Walker Army Air Field was located 12 miles east of Hays and about three miles northeast of Victoria. The land (1,756 acres) was purchased in 1942, and the field was fully activated in September 1942. The cost was approximately $9,000,000. The apron was 5,110 feet long. The North-South runway, the Northeast-Southwest runway, and the Northwest-Southeast runway were each 8,000 feet by 150 feet. The taxiways were 100 feet wide. Elevation of the field was 1,960 feet.
During the life of Walker Army Air Field, it trained four bomb groups and four service groups. The first was the 462nd Bomb Group of the 58th Bomb Wing. At the end of training, the 58th Bomb Wing was deployed to India, from which they carried out missions against Japanese forces in Southeast Asia and China. In order to fly the China missions, they had to make several trips over the Himalayan mountains to stockpile gasoline and bombs. After the Mariana Islands were captured, the 58th Wing was transferred to West Field on Tinian from which they bombed Japan for the remainder of the war.
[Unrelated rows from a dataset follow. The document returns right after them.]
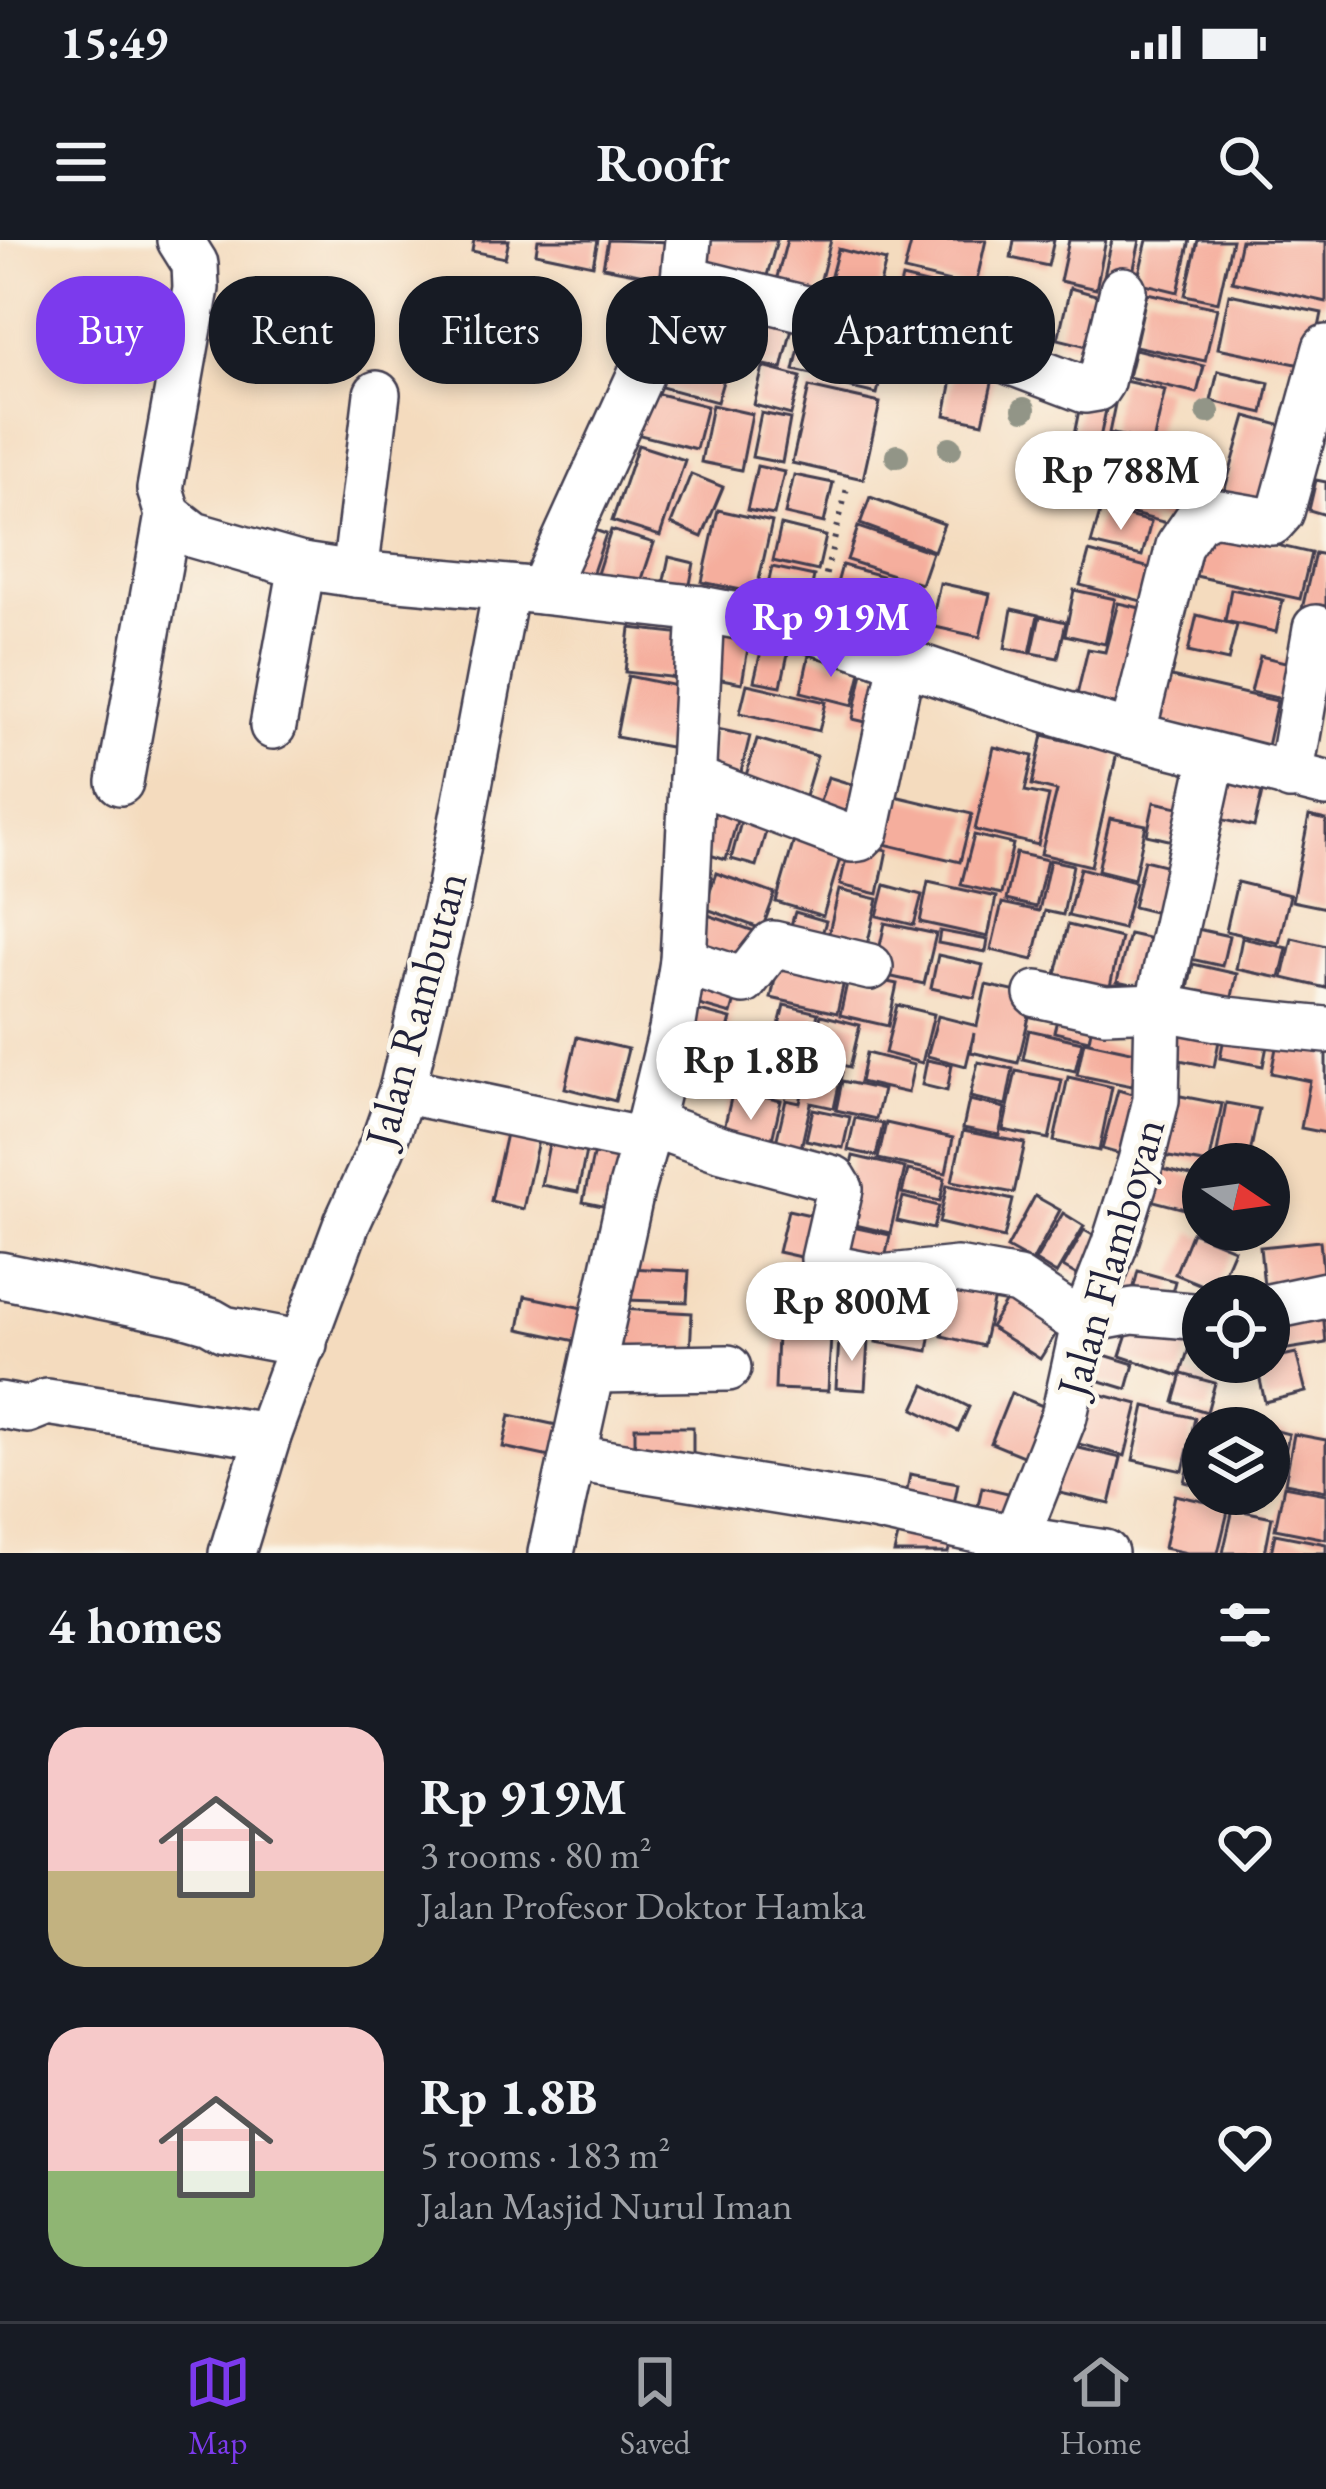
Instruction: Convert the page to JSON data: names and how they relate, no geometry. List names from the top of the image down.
{
  "streets": {
    "street": ["Jalan Rambutan", "Jalan Flamboyan"]
  },
  "north": "right",
  "page": {
    "status": "15:49",
    "header": "Roofr",
    "chip": [
      "Buy",
      "Rent",
      "Filters",
      "New",
      "Apartment"
    ],
    "price": [
      "Rp 788M",
      "Rp 919M",
      "Rp 1.8B",
      "Rp 800M"
    ],
    "heading": "4 homes",
    "list": [
      {
        "name": "Rp 919M",
        "note": "3 rooms · 80 m² · Jalan Profesor Doktor Hamka"
      },
      {
        "name": "Rp 1.8B",
        "note": "5 rooms · 183 m² · Jalan Masjid Nurul Iman"
      }
    ],
    "tabs": ["Map", "Saved", "Home"]
  }
}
As the 58th Bomb Wing moved out to India,
the 73rd Bomb Wing moved to the Kansas training fields. The 500th Bomb Group began training at Walker in April 1944. When training was in full swing at Walker, about 6,000 people were employed at the field, including air crews, ground crews, auxiliary support personnel, and civilian workers.
While the 73rd Bomb Wing was training in Kansas, Marine and Army units invaded Saipan in June 1944. Saipan was secured July 4, 1944. This was to be the base of the 73rd Wing.
The 73rd Wing arrived on Saipan in late October. The Army engineers had transformed a Japanese airfield into a base for the B-29s, and it was named Isely Field. The first raid on Japan was November 24, 1944. The 73rd Wing continued to be the only land-based planes to carry out missions until it was joined by the 58th Wing on Tinian; the 313th Bomb Wing on North Field, Tinian; the 314th Bomb Wing at North Field, Guam; the 315th Bomb Wing at Northwest Field, Guam; and the 316th Bomb Wing on Tinian. The 330th Bomb Group of the 314th Bomb Wing, which went to Guam, was the next group to train at Walker. The last group was the 383rd of the 316th Bomb Wing, and they were assigned to the 8th Air Force and transferred to Tinian.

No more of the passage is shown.